- **WHAT IS REQUIRED**
Go to the line in the entries below that holds "const g = document.querySelector('canvas').getContext('2d');" and repeat exactly from there through the line that holds "const shape = rows", inclusive.

- **DATA SECTION**
════

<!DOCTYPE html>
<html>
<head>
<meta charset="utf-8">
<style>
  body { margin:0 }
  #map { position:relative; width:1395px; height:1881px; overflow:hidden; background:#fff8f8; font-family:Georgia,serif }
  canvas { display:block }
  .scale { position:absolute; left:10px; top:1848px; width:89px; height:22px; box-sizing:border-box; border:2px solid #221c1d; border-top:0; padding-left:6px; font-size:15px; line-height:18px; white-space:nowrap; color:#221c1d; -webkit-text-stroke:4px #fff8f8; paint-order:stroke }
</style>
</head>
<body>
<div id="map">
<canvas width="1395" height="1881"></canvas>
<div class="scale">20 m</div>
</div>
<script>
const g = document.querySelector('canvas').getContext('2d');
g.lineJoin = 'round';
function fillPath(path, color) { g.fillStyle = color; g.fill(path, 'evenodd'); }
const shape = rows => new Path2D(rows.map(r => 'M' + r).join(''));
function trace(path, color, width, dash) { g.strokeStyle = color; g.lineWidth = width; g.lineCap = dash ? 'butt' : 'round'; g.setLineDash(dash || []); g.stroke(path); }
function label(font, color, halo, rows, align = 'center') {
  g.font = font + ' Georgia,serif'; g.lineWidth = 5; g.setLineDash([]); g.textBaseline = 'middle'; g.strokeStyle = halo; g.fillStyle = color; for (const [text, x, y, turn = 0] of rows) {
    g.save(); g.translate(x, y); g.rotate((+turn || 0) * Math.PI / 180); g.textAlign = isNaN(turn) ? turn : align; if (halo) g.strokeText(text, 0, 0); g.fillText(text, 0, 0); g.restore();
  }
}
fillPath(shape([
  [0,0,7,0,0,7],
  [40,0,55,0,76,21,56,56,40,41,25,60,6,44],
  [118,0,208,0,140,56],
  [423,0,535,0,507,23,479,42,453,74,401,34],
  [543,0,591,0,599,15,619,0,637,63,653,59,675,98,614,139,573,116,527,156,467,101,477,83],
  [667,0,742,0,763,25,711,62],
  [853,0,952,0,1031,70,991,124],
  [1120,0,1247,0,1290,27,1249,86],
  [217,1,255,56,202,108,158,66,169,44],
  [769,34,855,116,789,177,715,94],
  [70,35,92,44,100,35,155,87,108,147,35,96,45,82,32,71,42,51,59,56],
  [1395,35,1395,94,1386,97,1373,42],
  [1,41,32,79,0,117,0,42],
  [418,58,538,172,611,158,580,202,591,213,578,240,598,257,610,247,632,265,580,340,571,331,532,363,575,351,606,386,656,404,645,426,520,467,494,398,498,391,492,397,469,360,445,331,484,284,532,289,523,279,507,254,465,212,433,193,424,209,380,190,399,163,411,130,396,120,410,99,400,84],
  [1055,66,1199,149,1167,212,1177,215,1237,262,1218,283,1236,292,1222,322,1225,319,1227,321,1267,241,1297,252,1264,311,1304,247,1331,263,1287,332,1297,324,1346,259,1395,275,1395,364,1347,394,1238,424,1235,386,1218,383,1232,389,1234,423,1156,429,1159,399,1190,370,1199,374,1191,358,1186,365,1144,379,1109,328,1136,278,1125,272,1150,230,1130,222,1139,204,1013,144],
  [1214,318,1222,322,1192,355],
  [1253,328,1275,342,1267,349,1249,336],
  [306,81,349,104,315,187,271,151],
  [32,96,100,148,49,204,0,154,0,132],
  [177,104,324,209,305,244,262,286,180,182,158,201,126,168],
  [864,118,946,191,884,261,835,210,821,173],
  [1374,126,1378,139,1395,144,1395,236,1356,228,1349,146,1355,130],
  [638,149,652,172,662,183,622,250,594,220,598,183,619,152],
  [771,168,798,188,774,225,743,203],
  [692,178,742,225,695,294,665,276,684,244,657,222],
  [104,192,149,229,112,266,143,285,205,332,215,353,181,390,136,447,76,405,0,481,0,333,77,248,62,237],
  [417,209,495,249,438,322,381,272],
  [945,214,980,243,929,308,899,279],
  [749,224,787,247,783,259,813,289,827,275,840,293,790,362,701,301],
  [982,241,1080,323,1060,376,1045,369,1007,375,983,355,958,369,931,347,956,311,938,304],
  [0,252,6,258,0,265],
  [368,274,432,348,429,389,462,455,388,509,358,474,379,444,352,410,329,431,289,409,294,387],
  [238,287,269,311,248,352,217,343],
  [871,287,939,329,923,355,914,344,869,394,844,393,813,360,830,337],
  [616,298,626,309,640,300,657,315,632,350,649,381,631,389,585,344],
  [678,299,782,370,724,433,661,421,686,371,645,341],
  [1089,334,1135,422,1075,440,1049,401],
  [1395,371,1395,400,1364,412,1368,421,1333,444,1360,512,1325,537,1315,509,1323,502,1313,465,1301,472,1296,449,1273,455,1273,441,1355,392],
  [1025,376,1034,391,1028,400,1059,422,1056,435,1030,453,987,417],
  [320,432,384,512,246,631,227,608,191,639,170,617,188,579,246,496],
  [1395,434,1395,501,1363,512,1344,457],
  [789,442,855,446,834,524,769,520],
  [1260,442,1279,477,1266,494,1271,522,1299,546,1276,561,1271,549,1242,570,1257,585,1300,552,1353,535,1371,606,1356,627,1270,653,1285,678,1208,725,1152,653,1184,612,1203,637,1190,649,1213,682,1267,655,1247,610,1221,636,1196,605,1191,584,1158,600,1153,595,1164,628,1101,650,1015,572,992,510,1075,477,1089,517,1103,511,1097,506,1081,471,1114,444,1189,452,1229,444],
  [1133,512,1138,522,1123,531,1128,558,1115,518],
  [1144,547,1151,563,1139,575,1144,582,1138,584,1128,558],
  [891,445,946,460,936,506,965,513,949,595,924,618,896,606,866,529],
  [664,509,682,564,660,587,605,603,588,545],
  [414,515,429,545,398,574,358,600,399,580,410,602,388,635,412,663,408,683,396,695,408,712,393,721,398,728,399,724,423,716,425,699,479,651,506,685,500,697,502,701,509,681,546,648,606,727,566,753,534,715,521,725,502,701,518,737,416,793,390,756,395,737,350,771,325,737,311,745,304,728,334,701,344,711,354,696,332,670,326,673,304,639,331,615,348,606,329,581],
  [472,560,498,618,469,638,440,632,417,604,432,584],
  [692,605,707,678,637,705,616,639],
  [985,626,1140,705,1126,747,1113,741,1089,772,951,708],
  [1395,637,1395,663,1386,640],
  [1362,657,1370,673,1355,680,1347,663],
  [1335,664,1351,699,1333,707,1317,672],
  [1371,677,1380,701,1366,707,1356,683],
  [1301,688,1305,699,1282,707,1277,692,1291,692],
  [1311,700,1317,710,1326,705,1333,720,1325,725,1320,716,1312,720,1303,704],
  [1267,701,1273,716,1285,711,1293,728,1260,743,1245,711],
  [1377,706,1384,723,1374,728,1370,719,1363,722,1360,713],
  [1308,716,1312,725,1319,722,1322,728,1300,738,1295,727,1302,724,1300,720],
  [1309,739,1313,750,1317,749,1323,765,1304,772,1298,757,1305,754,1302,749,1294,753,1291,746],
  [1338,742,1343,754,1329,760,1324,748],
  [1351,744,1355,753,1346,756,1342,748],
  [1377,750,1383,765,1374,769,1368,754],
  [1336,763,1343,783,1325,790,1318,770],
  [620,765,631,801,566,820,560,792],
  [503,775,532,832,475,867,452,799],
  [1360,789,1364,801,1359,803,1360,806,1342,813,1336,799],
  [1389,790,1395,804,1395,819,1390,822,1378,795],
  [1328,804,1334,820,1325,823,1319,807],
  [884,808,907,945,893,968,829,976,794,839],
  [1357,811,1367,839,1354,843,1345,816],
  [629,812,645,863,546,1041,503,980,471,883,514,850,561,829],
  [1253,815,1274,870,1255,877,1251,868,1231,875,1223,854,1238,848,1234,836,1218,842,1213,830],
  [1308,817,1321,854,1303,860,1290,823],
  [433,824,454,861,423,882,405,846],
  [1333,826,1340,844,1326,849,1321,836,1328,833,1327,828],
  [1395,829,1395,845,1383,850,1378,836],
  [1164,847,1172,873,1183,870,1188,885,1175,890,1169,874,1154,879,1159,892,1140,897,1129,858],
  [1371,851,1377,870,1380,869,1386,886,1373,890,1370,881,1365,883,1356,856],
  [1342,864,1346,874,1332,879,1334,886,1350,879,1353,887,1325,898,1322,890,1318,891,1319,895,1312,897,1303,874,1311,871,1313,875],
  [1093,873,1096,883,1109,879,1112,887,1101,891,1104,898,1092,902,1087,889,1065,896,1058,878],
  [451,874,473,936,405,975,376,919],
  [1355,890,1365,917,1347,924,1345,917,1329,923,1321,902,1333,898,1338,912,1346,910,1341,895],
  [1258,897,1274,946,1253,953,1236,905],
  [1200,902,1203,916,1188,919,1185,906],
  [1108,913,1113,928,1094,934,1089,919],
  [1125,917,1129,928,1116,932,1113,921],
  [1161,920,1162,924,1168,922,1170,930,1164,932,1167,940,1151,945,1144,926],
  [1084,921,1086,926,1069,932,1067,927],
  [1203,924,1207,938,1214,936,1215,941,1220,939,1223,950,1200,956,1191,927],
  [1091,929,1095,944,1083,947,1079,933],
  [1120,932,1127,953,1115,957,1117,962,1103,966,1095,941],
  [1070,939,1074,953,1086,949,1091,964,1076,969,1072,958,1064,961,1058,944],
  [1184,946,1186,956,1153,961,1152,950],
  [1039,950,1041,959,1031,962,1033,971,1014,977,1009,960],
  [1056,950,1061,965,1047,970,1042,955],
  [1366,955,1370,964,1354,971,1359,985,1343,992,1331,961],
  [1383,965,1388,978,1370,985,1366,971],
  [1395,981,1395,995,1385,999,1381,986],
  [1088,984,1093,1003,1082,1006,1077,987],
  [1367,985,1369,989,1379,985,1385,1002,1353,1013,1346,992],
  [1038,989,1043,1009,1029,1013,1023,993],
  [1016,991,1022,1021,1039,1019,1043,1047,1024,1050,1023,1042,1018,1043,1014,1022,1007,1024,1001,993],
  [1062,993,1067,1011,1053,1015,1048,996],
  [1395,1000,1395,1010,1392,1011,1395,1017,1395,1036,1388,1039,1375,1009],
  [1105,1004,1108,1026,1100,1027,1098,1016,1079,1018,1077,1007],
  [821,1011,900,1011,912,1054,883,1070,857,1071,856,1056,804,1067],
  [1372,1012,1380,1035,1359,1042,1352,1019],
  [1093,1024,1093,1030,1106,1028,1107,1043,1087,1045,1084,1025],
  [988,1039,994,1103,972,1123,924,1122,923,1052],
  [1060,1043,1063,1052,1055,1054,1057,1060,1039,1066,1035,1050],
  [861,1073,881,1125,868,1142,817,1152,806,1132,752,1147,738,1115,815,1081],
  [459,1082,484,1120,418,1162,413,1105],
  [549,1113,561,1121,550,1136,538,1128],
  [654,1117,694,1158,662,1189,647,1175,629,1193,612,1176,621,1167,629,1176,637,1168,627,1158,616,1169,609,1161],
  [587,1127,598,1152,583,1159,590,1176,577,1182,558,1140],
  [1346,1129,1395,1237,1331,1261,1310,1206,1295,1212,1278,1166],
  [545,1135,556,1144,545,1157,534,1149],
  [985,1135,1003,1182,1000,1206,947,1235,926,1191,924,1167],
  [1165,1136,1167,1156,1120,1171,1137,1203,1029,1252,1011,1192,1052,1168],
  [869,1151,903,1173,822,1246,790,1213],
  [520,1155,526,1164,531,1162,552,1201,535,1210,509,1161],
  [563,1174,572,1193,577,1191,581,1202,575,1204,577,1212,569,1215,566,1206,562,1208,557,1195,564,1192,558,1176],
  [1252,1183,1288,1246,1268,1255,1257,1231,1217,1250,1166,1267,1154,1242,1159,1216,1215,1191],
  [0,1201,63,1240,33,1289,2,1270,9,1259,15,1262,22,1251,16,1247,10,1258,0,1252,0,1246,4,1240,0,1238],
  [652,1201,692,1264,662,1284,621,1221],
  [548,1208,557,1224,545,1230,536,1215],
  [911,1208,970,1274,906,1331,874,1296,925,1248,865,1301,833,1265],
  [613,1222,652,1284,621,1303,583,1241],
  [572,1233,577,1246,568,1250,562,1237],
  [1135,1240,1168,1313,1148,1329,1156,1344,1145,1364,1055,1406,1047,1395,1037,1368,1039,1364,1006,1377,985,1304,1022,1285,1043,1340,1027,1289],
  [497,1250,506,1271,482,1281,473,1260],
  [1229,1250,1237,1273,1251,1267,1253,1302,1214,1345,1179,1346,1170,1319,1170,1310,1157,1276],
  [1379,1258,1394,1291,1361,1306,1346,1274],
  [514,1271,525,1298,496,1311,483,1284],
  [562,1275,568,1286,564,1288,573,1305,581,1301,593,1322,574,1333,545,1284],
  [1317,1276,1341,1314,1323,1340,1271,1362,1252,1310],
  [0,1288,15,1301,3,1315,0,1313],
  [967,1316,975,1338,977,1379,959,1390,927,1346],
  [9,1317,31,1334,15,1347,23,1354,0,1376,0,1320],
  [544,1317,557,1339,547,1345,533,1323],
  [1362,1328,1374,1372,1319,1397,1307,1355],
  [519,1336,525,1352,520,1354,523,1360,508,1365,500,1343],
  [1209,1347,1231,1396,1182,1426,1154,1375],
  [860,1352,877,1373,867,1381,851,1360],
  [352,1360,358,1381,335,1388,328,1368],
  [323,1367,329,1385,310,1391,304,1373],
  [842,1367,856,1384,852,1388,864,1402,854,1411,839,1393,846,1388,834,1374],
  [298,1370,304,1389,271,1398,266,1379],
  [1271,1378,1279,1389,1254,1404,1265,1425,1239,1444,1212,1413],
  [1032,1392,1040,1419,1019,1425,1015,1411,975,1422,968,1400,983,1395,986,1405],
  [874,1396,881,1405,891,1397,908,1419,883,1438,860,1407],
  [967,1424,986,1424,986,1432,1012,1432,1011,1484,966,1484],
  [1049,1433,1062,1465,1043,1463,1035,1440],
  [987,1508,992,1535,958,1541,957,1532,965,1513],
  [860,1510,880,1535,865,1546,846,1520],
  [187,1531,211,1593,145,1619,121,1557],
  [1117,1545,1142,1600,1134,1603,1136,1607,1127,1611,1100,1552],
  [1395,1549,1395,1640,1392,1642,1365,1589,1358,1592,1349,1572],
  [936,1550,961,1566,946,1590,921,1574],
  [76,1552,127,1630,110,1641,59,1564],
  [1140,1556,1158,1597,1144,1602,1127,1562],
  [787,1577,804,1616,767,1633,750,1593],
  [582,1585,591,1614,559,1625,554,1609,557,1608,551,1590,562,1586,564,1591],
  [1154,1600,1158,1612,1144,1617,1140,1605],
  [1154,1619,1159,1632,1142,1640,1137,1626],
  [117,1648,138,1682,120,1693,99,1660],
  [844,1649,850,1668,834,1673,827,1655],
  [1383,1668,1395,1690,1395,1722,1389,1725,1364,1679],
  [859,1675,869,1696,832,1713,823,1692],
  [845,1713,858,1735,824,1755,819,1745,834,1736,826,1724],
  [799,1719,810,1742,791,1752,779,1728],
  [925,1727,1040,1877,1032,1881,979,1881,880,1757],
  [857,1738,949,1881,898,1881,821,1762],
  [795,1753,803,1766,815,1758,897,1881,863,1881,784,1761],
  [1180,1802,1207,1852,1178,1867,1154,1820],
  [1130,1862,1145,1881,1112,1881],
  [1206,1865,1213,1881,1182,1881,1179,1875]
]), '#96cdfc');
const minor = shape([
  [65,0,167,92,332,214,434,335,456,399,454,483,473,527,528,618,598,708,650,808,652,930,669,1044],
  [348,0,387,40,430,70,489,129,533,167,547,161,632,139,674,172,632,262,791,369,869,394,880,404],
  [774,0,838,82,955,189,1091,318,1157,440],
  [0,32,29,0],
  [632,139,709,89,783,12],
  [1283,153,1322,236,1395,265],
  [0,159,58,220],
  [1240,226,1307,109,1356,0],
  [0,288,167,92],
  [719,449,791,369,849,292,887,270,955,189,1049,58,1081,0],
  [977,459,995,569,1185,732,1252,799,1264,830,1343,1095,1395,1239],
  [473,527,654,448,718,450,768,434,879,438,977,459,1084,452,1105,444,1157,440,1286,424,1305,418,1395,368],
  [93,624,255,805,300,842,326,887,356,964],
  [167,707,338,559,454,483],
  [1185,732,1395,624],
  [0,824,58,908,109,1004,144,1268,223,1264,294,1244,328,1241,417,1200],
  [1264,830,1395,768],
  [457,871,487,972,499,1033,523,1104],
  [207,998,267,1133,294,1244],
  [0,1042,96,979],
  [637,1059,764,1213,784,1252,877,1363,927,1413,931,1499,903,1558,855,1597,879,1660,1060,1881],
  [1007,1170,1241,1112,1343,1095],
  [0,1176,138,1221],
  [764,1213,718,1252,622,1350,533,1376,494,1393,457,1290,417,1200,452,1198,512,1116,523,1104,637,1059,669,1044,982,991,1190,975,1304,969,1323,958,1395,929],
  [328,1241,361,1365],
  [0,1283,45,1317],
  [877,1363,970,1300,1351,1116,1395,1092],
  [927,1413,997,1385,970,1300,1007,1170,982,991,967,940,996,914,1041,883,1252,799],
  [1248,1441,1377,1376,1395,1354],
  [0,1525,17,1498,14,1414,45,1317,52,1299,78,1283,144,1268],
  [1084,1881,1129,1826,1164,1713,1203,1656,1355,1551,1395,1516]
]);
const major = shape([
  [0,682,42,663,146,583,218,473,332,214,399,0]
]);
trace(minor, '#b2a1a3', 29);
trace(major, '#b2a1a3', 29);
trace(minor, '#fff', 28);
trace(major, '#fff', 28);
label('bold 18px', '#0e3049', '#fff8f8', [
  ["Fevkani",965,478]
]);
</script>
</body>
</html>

════

- **PROBLEM SOLUTION**
const g = document.querySelector('canvas').getContext('2d');
g.lineJoin = 'round';
function fillPath(path, color) { g.fillStyle = color; g.fill(path, 'evenodd'); }
const shape = rows => new Path2D(rows.map(r => 'M' + r).join(''));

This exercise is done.